Un ejemplo más de que la amistad no puede existir entre el hombre y la mujer, al menos no cuando el grado de proximidad funde a dos seres que se quieren mucho, que simpatizan mutuamente, pero que tienen géneros distintos.
Primero fuiste mi amiga. Fue muy raro encontrarte, sorprenderme por tus comentarios completamente fuera de lugar. Y sí, eras una intelectual de mierda. Eras una filósofa, y muy pocos pueden darse ese gusto: y menos las mujeres, en este mundo. Y vos lo sabías. Pero eras una filósofa que amaba la vida, como si la filosofía existencialista medio depre se resignase a morir, y te enviase a vos en forma de mujer (de una hermosísima mujer, es importante resaltarlo) para demostrar que todavía había un Epicuro entre tanto Cristo. Yo tampoco me quería resignar, ¿sabés? Y tal vez por eso te encontré a vos, Amor.

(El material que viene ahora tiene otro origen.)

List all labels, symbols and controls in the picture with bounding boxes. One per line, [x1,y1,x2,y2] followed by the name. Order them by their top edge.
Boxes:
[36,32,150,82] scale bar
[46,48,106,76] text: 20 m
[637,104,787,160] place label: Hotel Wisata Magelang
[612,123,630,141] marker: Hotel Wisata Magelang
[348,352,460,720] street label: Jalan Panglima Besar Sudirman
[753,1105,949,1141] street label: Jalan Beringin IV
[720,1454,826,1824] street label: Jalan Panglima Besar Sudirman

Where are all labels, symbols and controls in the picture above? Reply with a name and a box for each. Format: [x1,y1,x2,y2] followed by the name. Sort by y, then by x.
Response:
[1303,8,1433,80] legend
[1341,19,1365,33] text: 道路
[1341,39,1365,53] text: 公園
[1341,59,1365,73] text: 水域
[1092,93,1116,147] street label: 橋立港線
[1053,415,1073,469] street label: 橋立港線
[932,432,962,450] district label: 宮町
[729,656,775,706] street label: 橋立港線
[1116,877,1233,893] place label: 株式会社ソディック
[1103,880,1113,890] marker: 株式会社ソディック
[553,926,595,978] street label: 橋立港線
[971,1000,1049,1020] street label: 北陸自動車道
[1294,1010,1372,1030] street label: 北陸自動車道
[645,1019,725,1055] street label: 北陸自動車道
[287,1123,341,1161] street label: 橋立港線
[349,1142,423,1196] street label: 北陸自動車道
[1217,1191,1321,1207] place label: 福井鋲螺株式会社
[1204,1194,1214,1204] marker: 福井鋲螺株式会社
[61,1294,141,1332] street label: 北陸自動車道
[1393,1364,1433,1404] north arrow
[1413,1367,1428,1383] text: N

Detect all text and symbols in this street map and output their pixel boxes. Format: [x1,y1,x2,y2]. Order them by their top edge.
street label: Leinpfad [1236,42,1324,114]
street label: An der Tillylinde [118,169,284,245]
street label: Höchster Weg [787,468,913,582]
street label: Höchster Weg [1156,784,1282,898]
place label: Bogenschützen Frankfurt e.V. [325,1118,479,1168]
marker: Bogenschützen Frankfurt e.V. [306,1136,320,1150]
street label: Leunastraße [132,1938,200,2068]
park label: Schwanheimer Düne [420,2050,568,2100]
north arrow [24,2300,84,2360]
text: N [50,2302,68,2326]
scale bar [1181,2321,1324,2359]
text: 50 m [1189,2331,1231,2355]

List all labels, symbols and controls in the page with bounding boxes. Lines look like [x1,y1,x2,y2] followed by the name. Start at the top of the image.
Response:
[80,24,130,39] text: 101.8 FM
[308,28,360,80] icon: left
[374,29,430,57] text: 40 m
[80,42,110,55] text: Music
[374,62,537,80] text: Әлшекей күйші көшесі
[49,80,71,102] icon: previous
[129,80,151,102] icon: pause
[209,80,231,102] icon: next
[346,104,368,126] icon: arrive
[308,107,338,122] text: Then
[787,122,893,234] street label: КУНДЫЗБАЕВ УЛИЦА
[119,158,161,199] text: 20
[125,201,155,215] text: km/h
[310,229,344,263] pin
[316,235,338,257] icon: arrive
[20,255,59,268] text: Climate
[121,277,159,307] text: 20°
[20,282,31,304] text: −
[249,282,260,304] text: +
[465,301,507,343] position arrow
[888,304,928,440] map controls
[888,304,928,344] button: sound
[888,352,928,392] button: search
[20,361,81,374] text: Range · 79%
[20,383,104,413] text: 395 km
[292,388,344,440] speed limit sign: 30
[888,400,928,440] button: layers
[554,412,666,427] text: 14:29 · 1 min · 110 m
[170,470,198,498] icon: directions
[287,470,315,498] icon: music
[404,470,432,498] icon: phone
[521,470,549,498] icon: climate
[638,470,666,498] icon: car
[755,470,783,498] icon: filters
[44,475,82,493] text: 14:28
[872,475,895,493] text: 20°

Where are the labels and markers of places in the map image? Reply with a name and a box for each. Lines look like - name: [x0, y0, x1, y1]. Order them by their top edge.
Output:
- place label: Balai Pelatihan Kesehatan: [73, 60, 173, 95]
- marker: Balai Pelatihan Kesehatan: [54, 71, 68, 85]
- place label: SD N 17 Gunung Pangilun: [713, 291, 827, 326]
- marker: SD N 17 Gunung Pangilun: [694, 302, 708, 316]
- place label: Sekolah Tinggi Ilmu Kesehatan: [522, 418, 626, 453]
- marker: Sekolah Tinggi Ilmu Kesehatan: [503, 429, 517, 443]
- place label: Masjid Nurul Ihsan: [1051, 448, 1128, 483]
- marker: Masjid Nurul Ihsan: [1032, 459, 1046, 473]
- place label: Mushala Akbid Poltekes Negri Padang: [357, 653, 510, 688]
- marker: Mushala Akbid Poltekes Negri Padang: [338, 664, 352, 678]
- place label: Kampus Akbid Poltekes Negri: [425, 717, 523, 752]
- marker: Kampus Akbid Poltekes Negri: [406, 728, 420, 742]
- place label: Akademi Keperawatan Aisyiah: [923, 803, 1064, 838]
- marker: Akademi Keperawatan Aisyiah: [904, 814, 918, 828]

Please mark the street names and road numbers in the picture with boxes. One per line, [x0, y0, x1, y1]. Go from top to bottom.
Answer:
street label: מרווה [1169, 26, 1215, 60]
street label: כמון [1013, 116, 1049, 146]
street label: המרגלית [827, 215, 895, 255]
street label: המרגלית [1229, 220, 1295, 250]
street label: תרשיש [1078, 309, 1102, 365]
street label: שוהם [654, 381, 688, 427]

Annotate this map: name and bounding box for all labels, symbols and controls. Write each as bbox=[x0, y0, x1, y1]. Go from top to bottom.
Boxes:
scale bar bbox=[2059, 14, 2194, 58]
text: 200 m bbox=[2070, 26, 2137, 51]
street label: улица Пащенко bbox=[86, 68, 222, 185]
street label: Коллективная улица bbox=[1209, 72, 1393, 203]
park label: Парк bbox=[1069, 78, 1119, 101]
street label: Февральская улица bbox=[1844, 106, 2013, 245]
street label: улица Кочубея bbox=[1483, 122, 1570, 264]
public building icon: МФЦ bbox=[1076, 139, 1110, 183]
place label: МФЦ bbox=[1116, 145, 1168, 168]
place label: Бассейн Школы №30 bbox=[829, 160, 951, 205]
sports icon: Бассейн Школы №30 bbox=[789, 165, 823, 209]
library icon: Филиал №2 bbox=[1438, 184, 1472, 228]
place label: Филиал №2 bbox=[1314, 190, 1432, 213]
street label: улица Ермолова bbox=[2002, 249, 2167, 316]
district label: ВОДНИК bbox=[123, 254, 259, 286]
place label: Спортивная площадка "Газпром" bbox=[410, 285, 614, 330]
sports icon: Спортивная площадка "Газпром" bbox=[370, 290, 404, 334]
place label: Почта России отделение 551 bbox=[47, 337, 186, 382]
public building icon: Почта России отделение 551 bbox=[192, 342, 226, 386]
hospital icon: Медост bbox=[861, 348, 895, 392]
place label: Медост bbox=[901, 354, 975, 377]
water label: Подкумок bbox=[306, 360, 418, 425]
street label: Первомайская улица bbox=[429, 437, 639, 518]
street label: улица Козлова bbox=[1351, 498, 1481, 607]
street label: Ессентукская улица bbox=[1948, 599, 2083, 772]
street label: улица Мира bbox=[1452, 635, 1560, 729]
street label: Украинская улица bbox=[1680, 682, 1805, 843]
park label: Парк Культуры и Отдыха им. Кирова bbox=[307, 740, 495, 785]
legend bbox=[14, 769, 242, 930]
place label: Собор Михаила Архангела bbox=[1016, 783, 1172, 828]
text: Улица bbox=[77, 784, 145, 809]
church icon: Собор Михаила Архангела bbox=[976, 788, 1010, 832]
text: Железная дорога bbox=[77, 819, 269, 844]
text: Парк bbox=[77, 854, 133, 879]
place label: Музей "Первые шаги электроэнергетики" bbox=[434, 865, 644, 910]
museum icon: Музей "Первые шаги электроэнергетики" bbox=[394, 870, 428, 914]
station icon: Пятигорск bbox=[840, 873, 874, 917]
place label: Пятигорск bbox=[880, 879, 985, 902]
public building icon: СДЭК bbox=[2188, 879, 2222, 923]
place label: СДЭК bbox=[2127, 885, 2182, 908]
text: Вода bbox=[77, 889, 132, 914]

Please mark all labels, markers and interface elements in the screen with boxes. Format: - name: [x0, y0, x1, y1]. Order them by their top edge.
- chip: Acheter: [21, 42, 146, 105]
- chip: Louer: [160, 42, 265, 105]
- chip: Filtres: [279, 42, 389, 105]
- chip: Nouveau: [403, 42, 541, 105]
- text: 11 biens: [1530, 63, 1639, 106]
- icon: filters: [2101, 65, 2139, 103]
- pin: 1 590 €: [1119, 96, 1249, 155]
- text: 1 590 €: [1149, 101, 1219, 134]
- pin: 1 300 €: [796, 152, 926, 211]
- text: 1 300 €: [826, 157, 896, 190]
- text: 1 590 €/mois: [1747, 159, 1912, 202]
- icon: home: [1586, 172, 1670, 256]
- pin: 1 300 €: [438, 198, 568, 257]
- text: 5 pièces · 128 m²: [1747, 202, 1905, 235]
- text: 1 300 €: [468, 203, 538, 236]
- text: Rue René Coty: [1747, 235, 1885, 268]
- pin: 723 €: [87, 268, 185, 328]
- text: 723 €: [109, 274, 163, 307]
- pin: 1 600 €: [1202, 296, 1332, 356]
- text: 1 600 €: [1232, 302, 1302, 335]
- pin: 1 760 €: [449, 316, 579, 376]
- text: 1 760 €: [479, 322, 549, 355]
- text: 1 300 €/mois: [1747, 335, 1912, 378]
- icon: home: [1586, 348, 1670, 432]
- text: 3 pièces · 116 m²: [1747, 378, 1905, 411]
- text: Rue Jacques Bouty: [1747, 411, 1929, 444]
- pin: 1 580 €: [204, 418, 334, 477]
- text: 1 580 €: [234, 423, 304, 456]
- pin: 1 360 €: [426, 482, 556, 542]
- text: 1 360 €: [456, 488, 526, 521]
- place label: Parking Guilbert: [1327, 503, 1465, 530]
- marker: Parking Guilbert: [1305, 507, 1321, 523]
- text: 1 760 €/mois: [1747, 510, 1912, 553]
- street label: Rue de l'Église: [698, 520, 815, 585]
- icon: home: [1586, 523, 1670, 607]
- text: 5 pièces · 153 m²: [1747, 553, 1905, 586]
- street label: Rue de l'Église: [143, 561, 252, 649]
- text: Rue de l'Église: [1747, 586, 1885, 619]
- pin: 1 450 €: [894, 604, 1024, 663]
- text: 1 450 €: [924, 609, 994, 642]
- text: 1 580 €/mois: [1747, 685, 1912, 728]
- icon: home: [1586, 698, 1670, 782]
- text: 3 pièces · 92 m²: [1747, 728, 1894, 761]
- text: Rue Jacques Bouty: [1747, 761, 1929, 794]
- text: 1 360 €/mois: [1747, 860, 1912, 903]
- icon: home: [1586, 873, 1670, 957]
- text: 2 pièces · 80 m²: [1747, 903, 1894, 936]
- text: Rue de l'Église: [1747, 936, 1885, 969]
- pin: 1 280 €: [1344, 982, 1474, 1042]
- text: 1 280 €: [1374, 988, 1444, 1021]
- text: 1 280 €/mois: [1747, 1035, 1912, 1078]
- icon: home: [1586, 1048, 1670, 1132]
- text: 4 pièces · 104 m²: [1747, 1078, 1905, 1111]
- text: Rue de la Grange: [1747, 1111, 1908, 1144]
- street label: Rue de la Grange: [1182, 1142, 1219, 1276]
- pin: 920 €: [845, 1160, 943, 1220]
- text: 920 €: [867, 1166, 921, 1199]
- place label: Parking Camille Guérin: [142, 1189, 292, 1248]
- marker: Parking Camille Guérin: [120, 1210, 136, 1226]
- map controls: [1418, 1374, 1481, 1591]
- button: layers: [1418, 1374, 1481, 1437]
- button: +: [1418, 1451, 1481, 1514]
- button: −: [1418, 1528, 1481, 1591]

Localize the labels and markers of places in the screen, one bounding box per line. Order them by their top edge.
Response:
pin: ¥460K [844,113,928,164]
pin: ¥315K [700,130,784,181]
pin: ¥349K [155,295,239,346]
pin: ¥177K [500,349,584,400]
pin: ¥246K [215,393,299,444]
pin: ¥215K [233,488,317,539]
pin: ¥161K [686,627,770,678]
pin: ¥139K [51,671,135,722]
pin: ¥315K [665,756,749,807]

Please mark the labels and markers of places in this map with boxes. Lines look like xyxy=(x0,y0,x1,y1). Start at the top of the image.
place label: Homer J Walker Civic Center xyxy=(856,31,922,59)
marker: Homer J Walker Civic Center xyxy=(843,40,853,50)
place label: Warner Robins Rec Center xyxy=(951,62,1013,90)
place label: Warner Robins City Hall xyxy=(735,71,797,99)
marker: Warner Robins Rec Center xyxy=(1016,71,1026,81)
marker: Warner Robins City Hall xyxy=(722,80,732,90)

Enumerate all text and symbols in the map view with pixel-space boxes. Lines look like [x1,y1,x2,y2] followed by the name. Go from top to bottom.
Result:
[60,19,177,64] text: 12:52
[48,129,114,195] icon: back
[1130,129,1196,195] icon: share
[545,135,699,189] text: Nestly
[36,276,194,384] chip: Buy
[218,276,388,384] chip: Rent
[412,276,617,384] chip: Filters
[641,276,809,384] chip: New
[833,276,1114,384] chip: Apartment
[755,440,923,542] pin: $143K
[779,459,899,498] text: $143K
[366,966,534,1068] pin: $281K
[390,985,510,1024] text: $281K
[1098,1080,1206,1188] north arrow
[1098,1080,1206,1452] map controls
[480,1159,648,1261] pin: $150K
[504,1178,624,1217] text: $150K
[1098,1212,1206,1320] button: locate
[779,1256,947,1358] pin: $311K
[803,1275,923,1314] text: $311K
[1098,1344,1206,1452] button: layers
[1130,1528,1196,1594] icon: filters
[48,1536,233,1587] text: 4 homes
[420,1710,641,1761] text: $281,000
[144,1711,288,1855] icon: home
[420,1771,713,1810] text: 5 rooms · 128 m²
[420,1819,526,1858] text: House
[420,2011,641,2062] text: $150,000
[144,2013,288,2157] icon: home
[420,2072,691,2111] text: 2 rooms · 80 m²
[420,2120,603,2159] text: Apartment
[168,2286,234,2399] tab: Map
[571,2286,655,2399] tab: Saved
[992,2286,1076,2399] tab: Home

Pero el tiempo pasó, y las charlas sobre el univero, las conversaciones en cafés perdidos, mientras las estrellas deambulaban por el lienzo nocturno que es el cielo, se convirtieron en miradas pícaras y salvajes: miradas que nada tenían de inocente. Vos eras demasiado hermosa para mí, y yo jamás habría osado desearte con esperanza de tenerte; era más bien un ahnelo resignado, casi desesperado. Había tenido mujeres bellas a mi lado, sí, pero vos eras ese tipo de mujer con la cual los hombres decimos: "Me caso, me caso ahora"; y yo me mantuve en ese rol sujeto, compreso por ese cinturón demasiado riguroso que se llama autoestima.
Sin embargo, un día te acercaste, y me confesaste que te estaba pasando algo. Yo me sorprendí, porque recién salías de una relación (¿acaso no es algo tan común como la apertura de una flor en verano que la mujer, es decir, el género fuerte, pase de relación en relación de manera más fácil que los hombres?), y pensé que ibas a estar mal. Te acercaste como si fueses un amanecer: estabas hermosa, y en tus ojos había lágrimas. Me dijiste que ya no me podías ver como amigo (tan compleja y tan simple al mismo tiempo, pensé de vos en ese instante), y que hacía un tiempo que estabas mal, confundida, con culpa porque no sabías qué querías y porque no querías lastimar a alguien más.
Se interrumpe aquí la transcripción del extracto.